One of the way to measure the variability is to calculate the difference of each observation from the mean. We then square the each distances, sum it and divide by the sample size which gives the variance. Since we square each observation it is represented by the square boxes (which you may have learnt from elementary school) as we can see in the figure. Just to give a reference of amount of variability we can take few examples of deviations with different variances.
Key Takeaway
- For a dataset with less variability, the data points are not very different from each other, resulting in a smaller total area occupied by these squares. This means that the sum of the squared deviations or distances from the mean will be smaller.
- Dataset with greater variability, occupies more space when we sum up the areas of the squares. In simpler terms, for a dataset with more variability, the sum of the squared distances from the mean is higher.
- The units of variance are in squared units, meaning if the original dataset uses miles as units, the variance would be in square miles; if it’s in inches, the variance would be in square inches. This reflects how we calculate variance by squaring the deviations from the mean.
- Interpreting variance can be challenging to interpret directly in terms of the original unit of measurement. For instance, if our dataset is in Miles, it’s more intuitive to understand variability in Miles rather than Miles squared.
For a dataset with less variability, the data points are not very different from each other, resulting in a smaller total area occupied by these squares. This means that the sum of the squared deviations or distances from the mean will be smaller. In the above example, the sum of the squared deviations from the mean is 9 plus 1 plus 0 plus 1 plus 36 which is 47 and 1 plus 1 plus 0 plus 1 plus 1, which equals 4. Visually, you can see that the area covered by the squares is smaller for the chart in right side than left side.

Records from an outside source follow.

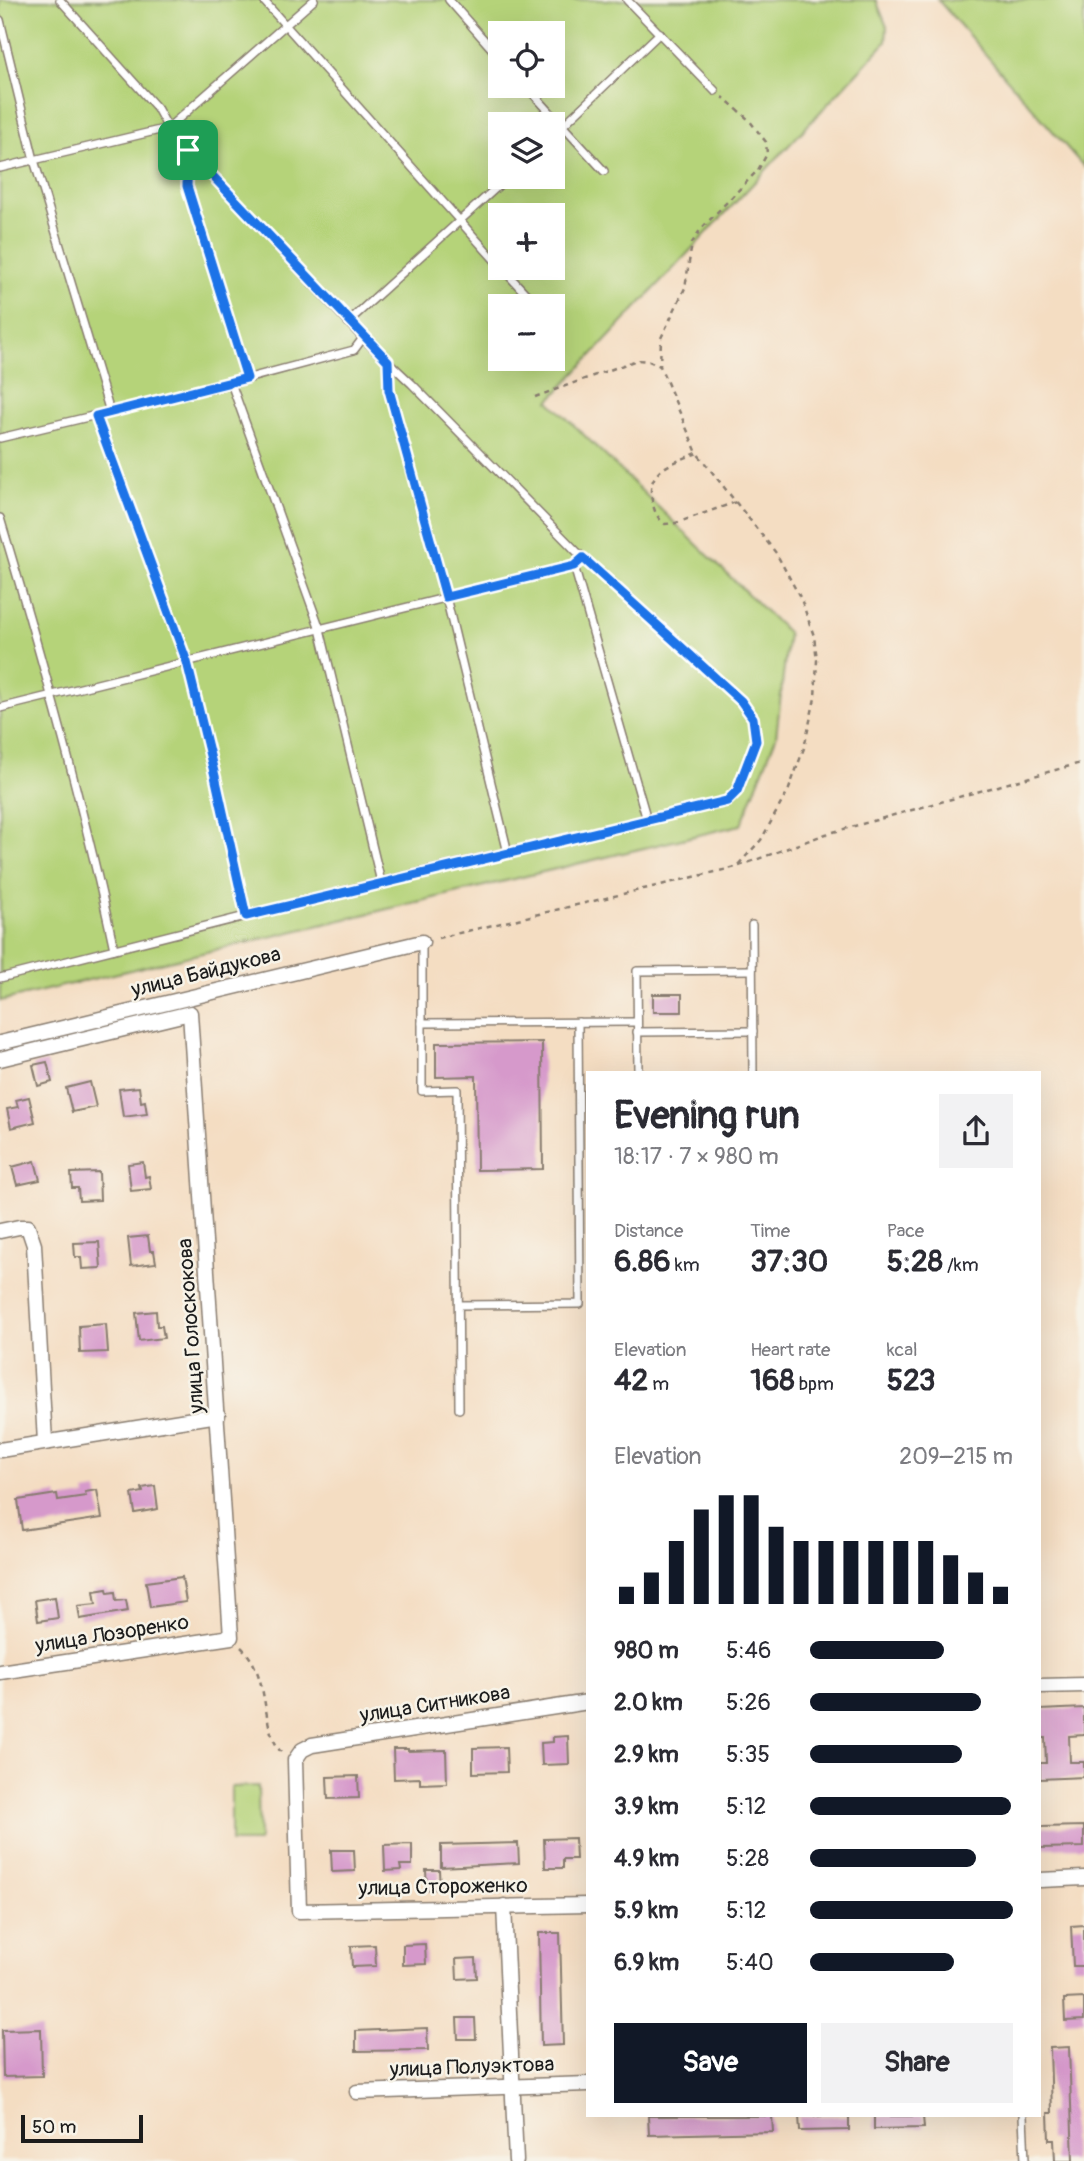 <!DOCTYPE html>
<meta charset="utf-8">
<style>
body{margin:0;font-family:Pangolin,sans-serif;background:#f2f2f3;color:#2b2b33;height:100vh;display:flex;flex-direction:column;font-size:26px;white-space:nowrap}
*{box-sizing:border-box;margin:0}
p{font-size:23px;color:#7c7c81}
.icon{flex:none;width:38px;height:38px;fill:none;stroke:currentColor;stroke-width:2;stroke-linecap:round;stroke-linejoin:round}
.map{position:relative;flex:1;overflow:hidden}
.sheet{position:absolute;left:586px;top:1071px;width:455px;height:1046px;display:flex;flex-direction:column;background:#fff;border-radius:0px;box-shadow:0 7px 28px #0002}
.sheet>*{flex:none}
.tools{position:absolute;left:488px;top:21px;display:grid;gap:14px}
.tools a{display:grid;place-items:center;width:77px;height:77px;border-radius:0px;background:#fff;box-shadow:0 7px 28px #0002;font-size:35px}
.scale{position:absolute;left:21px;bottom:18px;width:122px;box-sizing:border-box;padding-left:7px;border:4px solid #1c1c1c;border-top:0;font-size:19px;line-height:24px;white-space:nowrap;color:#1c1c1c;-webkit-text-stroke:5px #f7f3e8;paint-order:stroke}
.pin{position:absolute;display:grid;place-items:center;width:60px;height:60px;color:#fff;margin:-30px;border-radius:14px;box-shadow:0 4px 10px #0006}
.round{display:grid;place-items:center;flex:none;width:74px;height:74px;border-radius:0px;background:#f2f2f3}
.overview{display:flex;align-items:center;justify-content:space-between;height:119px;padding:0 28px}
h1{font-size:38px;font-weight:700;line-height:52px}
.stats{display:grid;grid-template-columns:repeat(3,1fr);gap:10px;height:119px;padding:7px 28px}
.stats div{display:grid;align-content:center}
.stats b{font-size:30px;font-weight:700}
.stats small{font-size:19px;font-weight:400}
.stats p{font-size:19px}
.chart{height:196px;padding:14px 28px}
.chart p{display:flex;justify-content:space-between}
.chart svg{width:100%;height:126px;margin-top:7px;stroke:#111827;stroke-width:6}
.button{display:flex;gap:14px;margin-top:auto;padding:14px 28px}
.button a{flex:1;height:80px;border-radius:0px;background:#111827;color:#fff;font-size:28px;font-weight:700;line-height:80px;text-align:center}
.button a+a{background:#f2f2f3;color:#2b2b33}
ul{padding:0 28px;list-style:none;font-size:23px}
li{display:grid;grid-template-columns:112px 84px 1fr;align-items:center;height:52px}
li i{height:18px;border-radius:9px;background:#111827}
.map>svg:first-child{display:block}
.green{fill:#b5d379;stroke:#68784a;stroke-width:2;fill-rule:evenodd}
.building{fill:#d699cb}
.lines{fill:none;stroke-linecap:round;stroke-linejoin:round}
.service-casing{stroke:#887c6f;stroke-width:10}
.minor-casing{stroke:#887c6f;stroke-width:17}
.path{stroke:#887c6f;stroke-width:2.5;stroke-dasharray:5 5;stroke-linecap:butt}
.service{stroke:#fff;stroke-width:7}
.minor{stroke:#fff;stroke-width:14}
.route-casing{stroke:#fff;stroke-width:14}
.route{stroke:#1a73e8;stroke-width:9}
.labels{text-anchor:middle;dominant-baseline:central;stroke-width:5;stroke-linejoin:round;paint-order:stroke}
.street-label{font-size:21px;fill:#1c1c1c;stroke:#f7f3e8}
</style>
<div class="map">
<svg width="1084" height="2161" viewBox="0 0 1084 2161">
<rect width="100%" height="100%" fill="#f7f3e8"/>
<filter id="ink" filterUnits="userSpaceOnUse"><feTurbulence type="fractalNoise" baseFrequency=".0143" numOctaves="2"/><feDisplacementMap in="SourceGraphic" scale="14" xChannelSelector="R" yChannelSelector="G"/><feConvolveMatrix kernelMatrix="1 2 1 2 8 2 1 2 1" color-interpolation-filters="sRGB"/></filter>
<filter id="wash" filterUnits="userSpaceOnUse"><feTurbulence type="fractalNoise" baseFrequency=".00686" numOctaves="4" result="noise"/><feDisplacementMap in="SourceGraphic" scale="28" xChannelSelector="R" yChannelSelector="G"/><feGaussianBlur stdDeviation="1.57" result="paint"/><feColorMatrix in="noise" values="0 0 0 0 0 0 0 0 0 0 0 0 0 0 0 0 0 1.4 0 .05"/><feComposite in="paint" operator="in"/></filter>
<g filter="url(#wash)">
<rect width="100%" height="100%" fill="#f4ddc2"/>
<!-- green -->
<g class="green">
<path d="M0,0H876L887,27L886,42L549,401L788,633L776,737L741,825L0,1001ZM500,33H553V86H500ZM500,124H553V177H500ZM500,215H553V268H500ZM500,306H553V359H500Z"/>
<path d="M938,0H1084V167Z"/>
<path d="M258,1786L259,1842H231V1787Z"/>
</g>
<g id="blocks">
<!-- building -->
<g class="building">
<rect x="653" y="994" width="29" height="18"/>
<path d="M542,1042L543,1169L477,1170L476,1076L436,1077V1043Z"/>
<path d="M47,1062L52,1082L38,1086L33,1065Z"/>
<path d="M90,1082L96,1107L72,1112L66,1088Z"/>
<path d="M139,1087L141,1102L145,1101L147,1114L123,1117L119,1089Z"/>
<path d="M29,1097L35,1122L11,1128L7,1109L18,1107L16,1100Z"/>
<path d="M35,1161L40,1180L17,1185L12,1167Z"/>
<path d="M143,1162L145,1177L149,1176L151,1189L131,1191L128,1164Z"/>
<path d="M99,1172L100,1200L79,1201L78,1188H72L71,1173Z"/>
<path d="M148,1236L150,1251H154L156,1263L131,1266L128,1238Z"/>
<path d="M99,1242L101,1268L82,1269L81,1257H75L74,1243Z"/>
<path d="M156,1311L157,1326H162L164,1338L139,1341L136,1313Z"/>
<path d="M106,1324L108,1352L80,1353L79,1326Z"/>
<path d="M155,1486L158,1509L135,1513L132,1494L143,1492L142,1488Z"/>
<path d="M97,1490L102,1518L22,1530L18,1500L57,1494L58,1500L86,1496L85,1492Z"/>
<path d="M182,1577L186,1602L150,1607L146,1582Z"/>
<path d="M107,1589L108,1593L115,1592L116,1601L126,1600L128,1611L80,1619L78,1606L96,1604L94,1591Z"/>
<path d="M55,1597L58,1618L38,1621L35,1600Z"/>
<path d="M1084,1708V1735L1069,1736L1070,1762H1084V1777L1040,1779V1763H1046L1045,1738H1040V1710Z"/>
<path d="M568,1736L569,1764L542,1765L541,1743L553,1742V1737Z"/>
<path d="M506,1747L507,1772L473,1773V1748Z"/>
<path d="M393,1749H408V1751L446,1750L447,1783L420,1784V1778L394,1779Z"/>
<path d="M358,1776L359,1798L328,1799L327,1777Z"/>
<path d="M1084,1826V1847L1040,1848V1827Z"/>
<path d="M575,1838L576,1859H563V1868H545L544,1839Z"/>
<path d="M518,1843L519,1863L441,1867V1845Z"/>
<path d="M412,1844V1865H400L401,1870L385,1871L384,1845Z"/>
<path d="M331,1850H354L355,1871L332,1872Z"/>
<path d="M426,1870H439L440,1889L427,1890Z"/>
<path d="M1084,1925V1966H1073L1071,1926Z"/>
<path d="M539,1933H560L563,2045L541,2046Z"/>
<path d="M425,1944L426,1964L403,1965V1945Z"/>
<path d="M375,1945L376,1966L352,1967L351,1946Z"/>
<path d="M476,1958L477,1978L457,1979L456,1959Z"/>
<path d="M1084,1998V2020L1065,2021L1064,1999Z"/>
<path d="M457,2018H475L476,2039H458Z"/>
<path d="M427,2028L428,2050L356,2051V2031Z"/>
<path d="M41,2029L42,2076L3,2077L2,2030Z"/>
<path d="M1069,2047L1073,2161H1055L1054,2140H1049L1048,2113H1052L1050,2048Z"/>
<path d="M648,2116H772L773,2132L649,2135Z"/>
<path d="M799,2116H849V2130L800,2131Z"/>
<path d="M874,2116H923L924,2128L874,2129Z"/>
</g>
</g>
</g>
<g filter="url(#ink)">
<use href="#blocks" fill-opacity="0" stroke="#887c6f" stroke-width="2"/>
<g class="lines">
<!-- service casing -->
<g class="service-casing">
<g id="service">
<path d="M263,0L500,266"/>
<path d="M449,0L500,58"/>
<path d="M627,0L715,91"/>
<path d="M0,20L34,160L110,412"/>
<path d="M526,86L604,171"/>
<path d="M553,135L660,33"/>
<path d="M188,150L187,186L247,378"/>
<path d="M0,168L168,128L314,0"/>
<path d="M502,268L537,306"/>
<path d="M348,322L508,177"/>
<path d="M553,324L554,326"/>
<path d="M388,362L389,390L446,597L508,853"/>
<path d="M231,383L320,629L381,882"/>
<path d="M96,416L186,662L215,776L246,916"/>
<path d="M0,438L231,383L354,350L363,338"/>
<path d="M0,518C43,661 83,803 114,949"/>
<path d="M574,566L647,820"/>
<path d="M0,708L574,566L583,558"/>
<path d="M752,925L753,1073"/>
<path d="M422,943V1091L457,1090L459,1409"/>
<path d="M0,978L381,882L727,801L737,791L756,741L753,718L741,701L583,558L412,384L363,338L168,128L157,108L60,0"/>
<path d="M422,1023L637,1022"/>
<path d="M637,1032L753,1031"/>
<path d="M638,1073L637,971L752,970"/>
<path d="M459,1305L580,1304L578,1022"/>
<path d="M1023,2116L1025,2161"/>
</g>
</g>
<!-- minor casing -->
<g class="minor-casing">
<g id="minor">
<path d="M0,1043L422,942"/>
<path d="M0,1059L190,1013L231,1637L0,1672"/>
<path d="M0,1231L19,1227H28L34,1245L45,1442"/>
<path d="M0,1450L218,1415"/>
<path d="M1040,1686L1084,1685"/>
<path d="M588,1702L312,1745L302,1750L295,1760L299,1911L588,1905"/>
<path d="M1040,1880L1084,1878"/>
<path d="M504,1906L516,2161"/>
<path d="M357,2092L588,2084"/>
</g>
</g>
<!-- path -->
<g class="path">
<path d="M535,397L637,360L649,361L660,366"/>
<path d="M697,453C674,463 645,469 652,500C654,510 656,517 665,524L676,523L736,502"/>
<path d="M739,866L826,834L1084,762"/>
<path d="M438,938L736,867L761,840L789,789L804,748L815,698L817,660L814,636L801,599L776,553L697,453L660,366L661,338L685,288L692,243L700,230L758,170L767,154L766,142L749,120L723,97"/>
<path d="M241,1647C272,1677 259,1725 281,1752"/>
</g>
<!-- service -->
<use href="#service" class="service"/>
<!-- minor -->
<use href="#minor" class="minor"/>
</g>
</g>
<g class="lines" filter="url(#ink)">
<!-- route casing -->
<g class="route-casing">
<path id="route" d="M188,150L388,361L389,390L446,597L574,566L583,558L741,701L753,718L756,741L737,791L727,801L246,916L215,776L187,662L96,416L247,378L187,186Z"/>
</g>
<!-- route -->
<use href="#route" class="route"/>
</g>
<g class="labels">
<!-- street labels -->
<g class="street-label">
<text transform="translate(206 972) rotate(-14)">улица Байдукова</text>
<text transform="translate(191 1326) rotate(-94)">улица Голоскокова</text>
<text transform="translate(112 1634) rotate(-9)">улица Лозоренко</text>
<text transform="translate(435 1704) rotate(-9)">улица Ситникова</text>
<text transform="translate(443 1887) rotate(-1)">улица Стороженко</text>
<text transform="translate(472 2067) rotate(-2)">улица Полуэктова</text>
</g>
</g>
</svg>
<div class="tools">
<a><svg class="icon" aria-label="locate" viewBox="0 0 24 24"><circle cx="12" cy="12" r="6"/><path d="M12 2v4M12 18v4M2 12h4M18 12h4"/></svg></a>
<a><svg class="icon" aria-label="layers" viewBox="0 0 24 24"><path d="M12 4l9 5-9 5-9-5zM3 14l9 5 9-5"/></svg></a>
<a>+</a>
<a>−</a>
</div>
<div class="scale">50 m</div>
<div class="pin" style="left:188px;top:150px;background:#1e9e55"><svg class="icon" aria-label="arrive" viewBox="0 0 24 24"><path d="M6 21V4h12l-3 4 3 4H6"/></svg></div>
<section class="sheet">
<div class="overview"><div><h1>Evening run</h1><p>18:17 · 7 × 980 m</p></div><a class="round"><svg class="icon" aria-label="share" viewBox="0 0 24 24"><path d="M12 15V3M7 8l5-5 5 5M5 13v7h14v-7"/></svg></a></div>
<div class="stats">
<div><p>Distance</p><b>6.86<small> km</small></b></div>
<div><p>Time</p><b>37:30</b></div>
<div><p>Pace</p><b>5:28<small> /km</small></b></div>
</div>
<div class="stats">
<div><p>Elevation</p><b>42<small> m</small></b></div>
<div><p>Heart rate</p><b>168<small> bpm</small></b></div>
<div><p>kcal</p><b>523</b></div>
</div>
<div class="chart"><p><span>Elevation</span>209–215 m</p>
<svg viewBox="0 0 160 44" preserveAspectRatio="none"><path d="M5 44V38M15 44V33M25 44V22M35 44V11M45 44V6M55 44V6M65 44V17M75 44V22M85 44V22M95 44V22M105 44V22M115 44V22M125 44V22M135 44V27M145 44V33M155 44V38"/></svg>
</div>
<ul>
<li><b>980 m</b>5:46<i style="width:66%"></i></li>
<li><b>2.0 km</b>5:26<i style="width:84%"></i></li>
<li><b>2.9 km</b>5:35<i style="width:75%"></i></li>
<li><b>3.9 km</b>5:12<i style="width:99%"></i></li>
<li><b>4.9 km</b>5:28<i style="width:82%"></i></li>
<li><b>5.9 km</b>5:12<i style="width:100%"></i></li>
<li><b>6.9 km</b>5:40<i style="width:71%"></i></li>
</ul>
<div class="button"><a>Save</a><a>Share</a></div>
</section>
</div>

When you examine a dataset with greater variability, it occupies more space when you sum up the areas of the squares. In simpler terms, for a dataset with more variability, the sum of the squared distances from the mean is higher. This sum, which represents the area covered by the squares after squaring the distances from the mean, encapsulates the extent of variation within the dataset. Conversely, a dataset with less variability would have a smaller sum of squared distances.
To quantify this variation with a single measure, we use the variance, which is calculated by dividing the sum of the squared distances from the mean by the sample size. Importantly, variance indicates the variability present in our dataset.
If we examine the dataset with less overall variability, we see that the total area covered by the boxes is smaller. In this case, the typical box representing the variance has an area of 0.8. In simpler terms, when the total variability is reduced, the variance also decreases. For this example, the total variation, calculated as the sum of squared deviations from the mean (1 + 1 + 0 + 1 + 1) divided by five, equals 0.8.
So, that’s how variance is determined for a dataset. A dataset with higher variability results in a slightly larger box, as seen in this case where the variance is 9.4. The typical box representing the variance for this dataset is 9.4 in area. This calculation remains consistent: total variability divided by the number of observations gives us this value of 9.4.
The variance effectively serves as the average of the sum of squared deviations from the mean. It accurately reflects the level of variability within a dataset: a higher variance value indicates greater variability among observations, while a lower variance value indicates less variability.
Unit of Variance
The units of variance are in squared units, meaning if the original dataset uses miles as units, the variance would be in square miles; if it’s in inches, the variance would be in square inches. This reflects how we calculate variance by squaring the deviations from the mean.
However, this drawback of the variance as it’s presented in squared units, can be challenging to interpret directly in terms of the original unit of measurement. For instance, if our dataset is in Miles, it’s more intuitive to understand variability in Miles rather than Miles squared.
This highlights a key issue with variance: its unit of measure squared makes interpretation less straightforward. Instead, a more practical approach would be to use a measure of variability that directly reflects the original unit of measurement. For example, instead of inches squared, we would prefer a measure based on inches; similarly, for Miles squared, we would prefer a measure based on Miles. A solution to this is to take square root of variance which is also know as standard deviation.